Les élections législatives se dérouleront les 30 juin et 7 juillet 2024. La campagne officielle débute le 17 juin et pourrait faire intervenir des candidats issus de la société civile. L’employeur peut-il limiter l’expression des opinions politiques sur le lieu de travail ? De quels droits bénéficie le salarié candidat aux élections ou élu ? Comment réintégrer un salarié élu ayant perdu son mandat avec la dissolution de l’Assemblée nationale ?
Les salariés sont libres de leurs opinions et peuvent les exprimer dans l’entreprise au temps et au lieu du travail. On ne peut y apporter de restrictions que si elles sont justifiées par la nature de la tâche à accomplir, répondent à une exigence professionnelle essentielle et déterminante, et sont proportionnées au but recherché (article L 1121-1 du code du travail).

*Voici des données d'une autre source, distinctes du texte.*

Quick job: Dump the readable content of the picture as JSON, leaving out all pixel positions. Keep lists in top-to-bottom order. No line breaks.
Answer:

Ainsi, l’employeur ne peut pas interdire les discussions politiques entre collègues. Il a d’ailleurs été jugé que la clause du règlement intérieur de l’entreprise qui prohibe ce sujet de conversation entre salariés est illicite (CE 25-1-1989 n° 64296). Le règlement intérieur peut toutefois contenir une clause dite «de neutralité» , dès lors que les restrictions qu’elle prévoit sont justifiées par l’exercice d’autres libertés et droits fondamentaux ou par les nécessités du bon fonctionnement de l’entreprise, et qu’elles sont proportionnées au but recherché (article L 1321-2-1 du Code du travail). En pratique, cette clause n’est le plus souvent admise que pour les salariés en contact avec la clientèle.

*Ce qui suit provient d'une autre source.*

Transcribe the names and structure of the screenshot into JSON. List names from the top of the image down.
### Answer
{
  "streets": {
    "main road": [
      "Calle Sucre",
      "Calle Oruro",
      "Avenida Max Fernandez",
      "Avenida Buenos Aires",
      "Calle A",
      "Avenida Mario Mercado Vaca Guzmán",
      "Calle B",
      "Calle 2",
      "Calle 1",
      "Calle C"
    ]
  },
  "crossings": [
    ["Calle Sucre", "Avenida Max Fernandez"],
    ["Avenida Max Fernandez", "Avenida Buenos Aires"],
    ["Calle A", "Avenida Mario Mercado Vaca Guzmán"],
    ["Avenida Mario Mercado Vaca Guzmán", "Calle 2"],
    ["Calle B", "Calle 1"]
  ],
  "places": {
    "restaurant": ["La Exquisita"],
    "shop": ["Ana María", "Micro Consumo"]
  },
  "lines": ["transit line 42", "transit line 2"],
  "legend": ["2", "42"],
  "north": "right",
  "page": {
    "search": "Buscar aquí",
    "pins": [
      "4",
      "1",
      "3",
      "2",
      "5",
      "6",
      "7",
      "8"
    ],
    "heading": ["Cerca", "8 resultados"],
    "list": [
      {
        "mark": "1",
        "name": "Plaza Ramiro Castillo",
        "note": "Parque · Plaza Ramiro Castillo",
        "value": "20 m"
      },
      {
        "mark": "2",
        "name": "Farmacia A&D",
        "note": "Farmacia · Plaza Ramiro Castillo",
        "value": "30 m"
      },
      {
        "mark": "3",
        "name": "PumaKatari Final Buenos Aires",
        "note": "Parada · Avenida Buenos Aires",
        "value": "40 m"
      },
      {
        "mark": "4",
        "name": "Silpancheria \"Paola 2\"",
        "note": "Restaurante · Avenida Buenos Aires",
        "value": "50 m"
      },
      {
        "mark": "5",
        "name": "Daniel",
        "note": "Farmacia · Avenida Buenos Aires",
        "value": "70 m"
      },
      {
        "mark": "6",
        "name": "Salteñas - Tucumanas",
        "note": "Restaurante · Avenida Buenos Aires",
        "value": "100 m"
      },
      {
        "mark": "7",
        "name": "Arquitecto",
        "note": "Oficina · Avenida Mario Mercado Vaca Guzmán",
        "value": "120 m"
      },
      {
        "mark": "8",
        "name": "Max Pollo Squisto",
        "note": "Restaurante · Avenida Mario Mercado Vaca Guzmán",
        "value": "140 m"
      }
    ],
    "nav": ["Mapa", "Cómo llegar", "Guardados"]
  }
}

Si le salarié est libre d’exprimer des opinions politiques sur le lieu de travail, il est également en droit de taire ses convictions. De manière générale, l’employeur ne peut pas exiger d’un salarié qu’il émette une opinion ou qu’il prenne publiquement une position (Cassation 26-10-2005 n° 03-41.796). Toute sanction ou tout licenciement décidé en raison des opinions politiques du salarié est abusif. Ainsi jugé à propos de la rupture de la période d’essai d’un salarié motivée, non par un manquement à ses obligations professionnelles, mais par l’expression de ses opinions politiques au cours d’un repas à la suite d’une provocation intentionnelle de l’employeur (Cassation 27-6-1990 n° 86-41.009). Une telle mesure peut constituer une discrimination (article L 1132-1 du code du travail), l’employeur étant passible de sanctions pénales (article 225-1 à 225-4 du Code pénal).

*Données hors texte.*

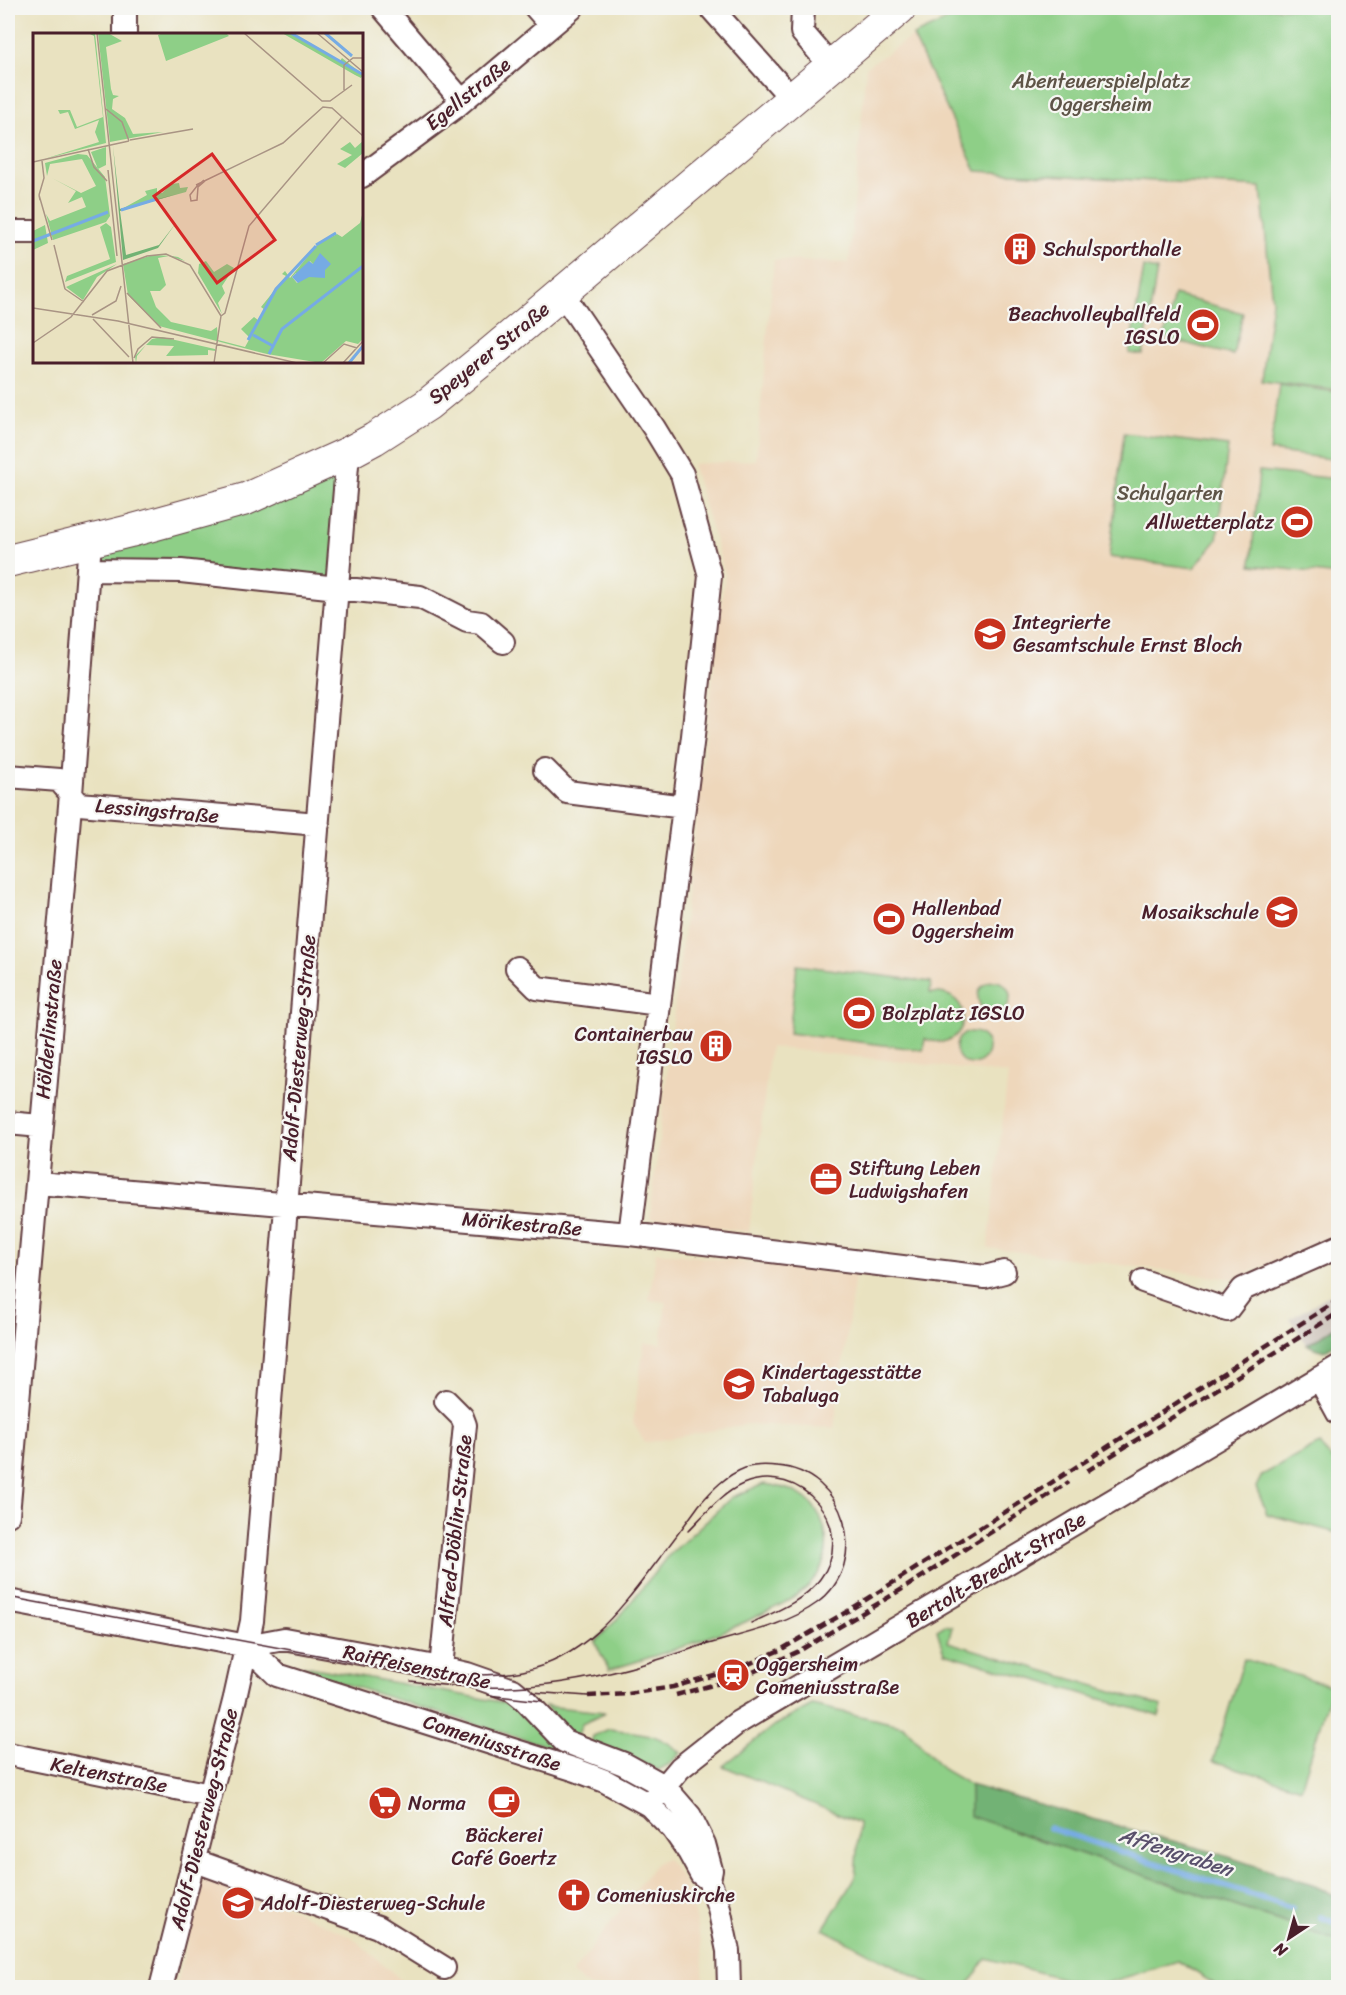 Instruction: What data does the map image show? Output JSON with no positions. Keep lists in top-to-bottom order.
{
  "streets": {
    "street": [
      "Egellstraße",
      "Speyerer Straße",
      "Lessingstraße",
      "Hölderlinstraße",
      "Adolf-Diesterweg-Straße",
      "Mörikestraße",
      "Alfred-Döblin-Straße",
      "Bertolt-Brecht-Straße",
      "Raiffeisenstraße",
      "Comeniusstraße",
      "Keltenstraße"
    ]
  },
  "crossings": [
    ["Speyerer Straße", "Hölderlinstraße"],
    ["Speyerer Straße", "Adolf-Diesterweg-Straße"],
    ["Lessingstraße", "Hölderlinstraße"],
    ["Lessingstraße", "Adolf-Diesterweg-Straße"],
    ["Hölderlinstraße", "Mörikestraße"],
    ["Adolf-Diesterweg-Straße", "Mörikestraße"],
    ["Adolf-Diesterweg-Straße", "Raiffeisenstraße"],
    ["Adolf-Diesterweg-Straße", "Comeniusstraße"],
    ["Adolf-Diesterweg-Straße", "Keltenstraße"],
    ["Alfred-Döblin-Straße", "Raiffeisenstraße"],
    ["Bertolt-Brecht-Straße", "Raiffeisenstraße"],
    ["Bertolt-Brecht-Straße", "Comeniusstraße"],
    ["Raiffeisenstraße", "Comeniusstraße"]
  ],
  "water": ["Affengraben"],
  "parks": ["Abenteuerspielplatz Oggersheim", "Schulgarten"],
  "places": {
    "building": ["Schulsporthalle", "Containerbau IGSLO"],
    "sports": [
      "Beachvolleyballfeld IGSLO",
      "Allwetterplatz",
      "Hallenbad Oggersheim",
      "Bolzplatz IGSLO"
    ],
    "school or university": [
      "Integrierte Gesamtschule Ernst Bloch",
      "Mosaikschule",
      "Kindertagesstätte Tabaluga",
      "Adolf-Diesterweg-Schule"
    ],
    "office": ["Stiftung Leben Ludwigshafen"],
    "station": ["Oggersheim Comeniusstraße"],
    "cafe": ["Bäckerei Café Goertz"],
    "supermarket": ["Norma"],
    "church": ["Comeniuskirche"]
  },
  "north": "bottom left"
}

A noter : Le salarié doit-il nécessairement être solidaire des engagements politiques de son employeur ? Il semble que non. Il a par exemple été jugé que, si un secrétaire parlementaire peut être tenu de s’abstenir de toute position personnelle pouvant gêner l’engagement politique de son employeur, on ne peut pas lui reprocher de se retirer de la liste électorale préparée par ce dernier en vue des élections (Cassation 28-4-2006 n° 03-44.527). De même, le salarié d’une association intercommunale est en droit d’apporter son soutien au candidat opposé au maire sortant d’une des communes membres de cette association (CA Grenoble 22-6-1992 n° 91-883).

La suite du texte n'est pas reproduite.